▶ INPUT DATA
################
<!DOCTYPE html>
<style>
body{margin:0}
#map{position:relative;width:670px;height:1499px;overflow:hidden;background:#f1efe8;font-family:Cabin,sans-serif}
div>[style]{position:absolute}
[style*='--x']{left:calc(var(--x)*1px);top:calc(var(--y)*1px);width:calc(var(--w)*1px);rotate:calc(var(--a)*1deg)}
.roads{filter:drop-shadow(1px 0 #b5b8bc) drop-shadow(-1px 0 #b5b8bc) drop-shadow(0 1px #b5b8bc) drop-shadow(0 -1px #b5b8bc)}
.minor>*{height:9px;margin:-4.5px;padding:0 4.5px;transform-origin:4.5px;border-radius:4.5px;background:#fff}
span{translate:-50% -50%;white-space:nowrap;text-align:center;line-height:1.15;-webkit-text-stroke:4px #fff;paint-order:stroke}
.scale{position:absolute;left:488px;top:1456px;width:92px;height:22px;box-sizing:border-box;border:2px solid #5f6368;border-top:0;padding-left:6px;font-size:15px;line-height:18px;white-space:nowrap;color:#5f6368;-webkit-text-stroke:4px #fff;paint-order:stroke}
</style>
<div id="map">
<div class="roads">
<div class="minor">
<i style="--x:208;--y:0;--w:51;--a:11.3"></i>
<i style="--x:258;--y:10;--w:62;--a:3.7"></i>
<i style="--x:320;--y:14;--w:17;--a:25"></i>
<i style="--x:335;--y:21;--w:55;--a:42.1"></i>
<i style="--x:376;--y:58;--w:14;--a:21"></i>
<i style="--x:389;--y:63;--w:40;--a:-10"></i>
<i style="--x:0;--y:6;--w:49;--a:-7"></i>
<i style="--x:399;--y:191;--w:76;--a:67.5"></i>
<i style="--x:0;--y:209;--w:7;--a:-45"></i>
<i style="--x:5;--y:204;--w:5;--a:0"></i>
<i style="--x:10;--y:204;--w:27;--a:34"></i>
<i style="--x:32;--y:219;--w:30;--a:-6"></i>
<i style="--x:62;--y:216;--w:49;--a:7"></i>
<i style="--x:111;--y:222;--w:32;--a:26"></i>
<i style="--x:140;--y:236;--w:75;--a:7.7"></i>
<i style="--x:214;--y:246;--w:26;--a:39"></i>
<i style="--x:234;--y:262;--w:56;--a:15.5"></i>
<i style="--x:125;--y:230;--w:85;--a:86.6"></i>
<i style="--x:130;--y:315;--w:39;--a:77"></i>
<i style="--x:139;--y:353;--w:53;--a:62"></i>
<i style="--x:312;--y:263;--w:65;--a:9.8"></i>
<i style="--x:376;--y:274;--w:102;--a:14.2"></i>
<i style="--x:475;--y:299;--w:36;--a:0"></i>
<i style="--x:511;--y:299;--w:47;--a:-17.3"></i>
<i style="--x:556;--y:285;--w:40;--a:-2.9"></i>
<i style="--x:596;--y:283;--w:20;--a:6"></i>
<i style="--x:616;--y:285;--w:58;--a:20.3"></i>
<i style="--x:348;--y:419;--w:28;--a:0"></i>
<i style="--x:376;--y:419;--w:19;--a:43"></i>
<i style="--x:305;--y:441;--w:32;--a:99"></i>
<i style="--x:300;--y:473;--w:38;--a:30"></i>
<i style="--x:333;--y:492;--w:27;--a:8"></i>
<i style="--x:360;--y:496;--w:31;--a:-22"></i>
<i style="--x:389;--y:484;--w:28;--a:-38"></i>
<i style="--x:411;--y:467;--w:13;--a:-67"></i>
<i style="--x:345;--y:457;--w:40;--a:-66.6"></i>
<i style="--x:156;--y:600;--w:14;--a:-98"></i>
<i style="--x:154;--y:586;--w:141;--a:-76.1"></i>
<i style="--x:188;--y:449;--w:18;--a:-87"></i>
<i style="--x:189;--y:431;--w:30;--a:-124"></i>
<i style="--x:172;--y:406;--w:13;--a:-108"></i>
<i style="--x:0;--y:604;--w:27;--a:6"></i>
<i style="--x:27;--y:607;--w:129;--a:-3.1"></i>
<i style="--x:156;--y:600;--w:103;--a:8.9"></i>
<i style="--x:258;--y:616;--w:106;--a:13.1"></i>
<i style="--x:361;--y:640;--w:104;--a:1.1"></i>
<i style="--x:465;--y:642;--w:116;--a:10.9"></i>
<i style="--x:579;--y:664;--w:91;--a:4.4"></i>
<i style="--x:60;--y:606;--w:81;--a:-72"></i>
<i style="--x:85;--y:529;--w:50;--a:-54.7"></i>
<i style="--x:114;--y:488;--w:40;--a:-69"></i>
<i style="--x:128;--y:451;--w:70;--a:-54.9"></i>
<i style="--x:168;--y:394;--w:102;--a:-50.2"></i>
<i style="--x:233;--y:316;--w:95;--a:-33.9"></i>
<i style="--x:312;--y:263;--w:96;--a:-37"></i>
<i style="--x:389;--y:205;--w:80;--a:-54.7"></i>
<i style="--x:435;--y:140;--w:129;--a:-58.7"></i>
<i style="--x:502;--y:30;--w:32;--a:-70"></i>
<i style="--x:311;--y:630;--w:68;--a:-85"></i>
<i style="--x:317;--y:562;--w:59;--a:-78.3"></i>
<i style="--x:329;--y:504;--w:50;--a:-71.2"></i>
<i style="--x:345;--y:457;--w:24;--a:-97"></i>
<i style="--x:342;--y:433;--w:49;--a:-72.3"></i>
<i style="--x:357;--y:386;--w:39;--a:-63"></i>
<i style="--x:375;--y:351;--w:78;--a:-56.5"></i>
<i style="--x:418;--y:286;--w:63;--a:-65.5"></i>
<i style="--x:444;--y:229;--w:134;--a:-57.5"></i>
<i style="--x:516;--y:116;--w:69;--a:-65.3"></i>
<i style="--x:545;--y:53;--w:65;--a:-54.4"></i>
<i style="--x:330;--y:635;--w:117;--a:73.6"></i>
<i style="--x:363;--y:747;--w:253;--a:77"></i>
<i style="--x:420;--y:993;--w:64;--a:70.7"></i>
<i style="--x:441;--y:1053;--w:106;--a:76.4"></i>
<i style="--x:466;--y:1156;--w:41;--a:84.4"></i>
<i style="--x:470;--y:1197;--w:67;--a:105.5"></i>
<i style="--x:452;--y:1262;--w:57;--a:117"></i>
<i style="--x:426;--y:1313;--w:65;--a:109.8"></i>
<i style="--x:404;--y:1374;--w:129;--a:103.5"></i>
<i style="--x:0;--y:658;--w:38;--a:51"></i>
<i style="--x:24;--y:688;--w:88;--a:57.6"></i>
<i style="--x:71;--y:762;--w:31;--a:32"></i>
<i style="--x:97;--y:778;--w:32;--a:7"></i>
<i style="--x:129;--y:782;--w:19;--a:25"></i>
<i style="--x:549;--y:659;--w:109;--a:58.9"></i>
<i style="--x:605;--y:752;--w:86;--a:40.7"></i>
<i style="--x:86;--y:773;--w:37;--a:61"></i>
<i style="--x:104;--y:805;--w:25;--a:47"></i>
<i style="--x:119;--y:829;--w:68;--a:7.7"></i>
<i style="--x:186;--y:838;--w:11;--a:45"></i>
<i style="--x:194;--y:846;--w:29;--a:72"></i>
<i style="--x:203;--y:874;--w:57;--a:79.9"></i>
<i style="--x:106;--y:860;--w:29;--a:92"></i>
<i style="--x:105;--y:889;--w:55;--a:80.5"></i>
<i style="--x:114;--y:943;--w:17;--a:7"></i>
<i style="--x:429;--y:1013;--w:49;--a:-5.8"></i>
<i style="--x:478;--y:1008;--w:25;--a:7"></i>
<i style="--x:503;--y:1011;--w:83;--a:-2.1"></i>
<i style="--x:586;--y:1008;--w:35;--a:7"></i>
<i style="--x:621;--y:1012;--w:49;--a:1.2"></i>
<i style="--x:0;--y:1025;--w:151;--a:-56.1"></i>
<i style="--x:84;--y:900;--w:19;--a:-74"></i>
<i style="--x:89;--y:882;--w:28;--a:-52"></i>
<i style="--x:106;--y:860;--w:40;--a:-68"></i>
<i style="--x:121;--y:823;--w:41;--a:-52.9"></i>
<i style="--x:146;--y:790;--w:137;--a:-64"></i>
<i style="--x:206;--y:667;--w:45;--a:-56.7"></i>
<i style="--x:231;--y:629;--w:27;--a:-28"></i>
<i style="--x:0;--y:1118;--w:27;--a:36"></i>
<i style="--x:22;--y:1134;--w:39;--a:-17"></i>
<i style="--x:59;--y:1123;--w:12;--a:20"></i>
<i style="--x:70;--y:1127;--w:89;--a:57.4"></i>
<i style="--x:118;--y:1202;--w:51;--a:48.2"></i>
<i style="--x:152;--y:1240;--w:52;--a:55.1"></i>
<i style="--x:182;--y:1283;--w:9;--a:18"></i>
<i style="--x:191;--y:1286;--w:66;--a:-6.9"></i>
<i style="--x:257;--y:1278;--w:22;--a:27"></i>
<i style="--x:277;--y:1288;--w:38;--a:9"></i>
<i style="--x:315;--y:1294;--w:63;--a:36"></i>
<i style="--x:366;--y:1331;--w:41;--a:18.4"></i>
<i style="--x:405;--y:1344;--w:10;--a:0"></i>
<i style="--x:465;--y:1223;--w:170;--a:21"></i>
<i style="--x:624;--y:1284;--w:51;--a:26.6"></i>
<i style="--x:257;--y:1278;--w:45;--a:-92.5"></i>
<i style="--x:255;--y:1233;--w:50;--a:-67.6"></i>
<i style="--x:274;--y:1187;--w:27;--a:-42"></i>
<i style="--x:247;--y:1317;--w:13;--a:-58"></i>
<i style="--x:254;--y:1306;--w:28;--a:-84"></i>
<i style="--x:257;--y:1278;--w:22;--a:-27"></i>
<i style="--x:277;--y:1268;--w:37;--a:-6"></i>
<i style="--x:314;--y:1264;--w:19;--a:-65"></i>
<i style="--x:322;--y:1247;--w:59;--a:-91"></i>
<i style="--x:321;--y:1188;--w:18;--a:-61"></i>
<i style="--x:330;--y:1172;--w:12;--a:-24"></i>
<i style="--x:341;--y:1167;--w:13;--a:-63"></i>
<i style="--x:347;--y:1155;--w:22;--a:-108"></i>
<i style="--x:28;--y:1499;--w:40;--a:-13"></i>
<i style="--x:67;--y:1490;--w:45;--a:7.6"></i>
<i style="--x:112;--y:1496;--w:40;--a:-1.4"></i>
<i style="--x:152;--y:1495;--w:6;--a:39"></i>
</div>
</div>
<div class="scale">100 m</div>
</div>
################
State the count of lines holding the string "roads" in the listing above, and nothing else.

▶ OUTPUT FOR THIS EXERCISE
2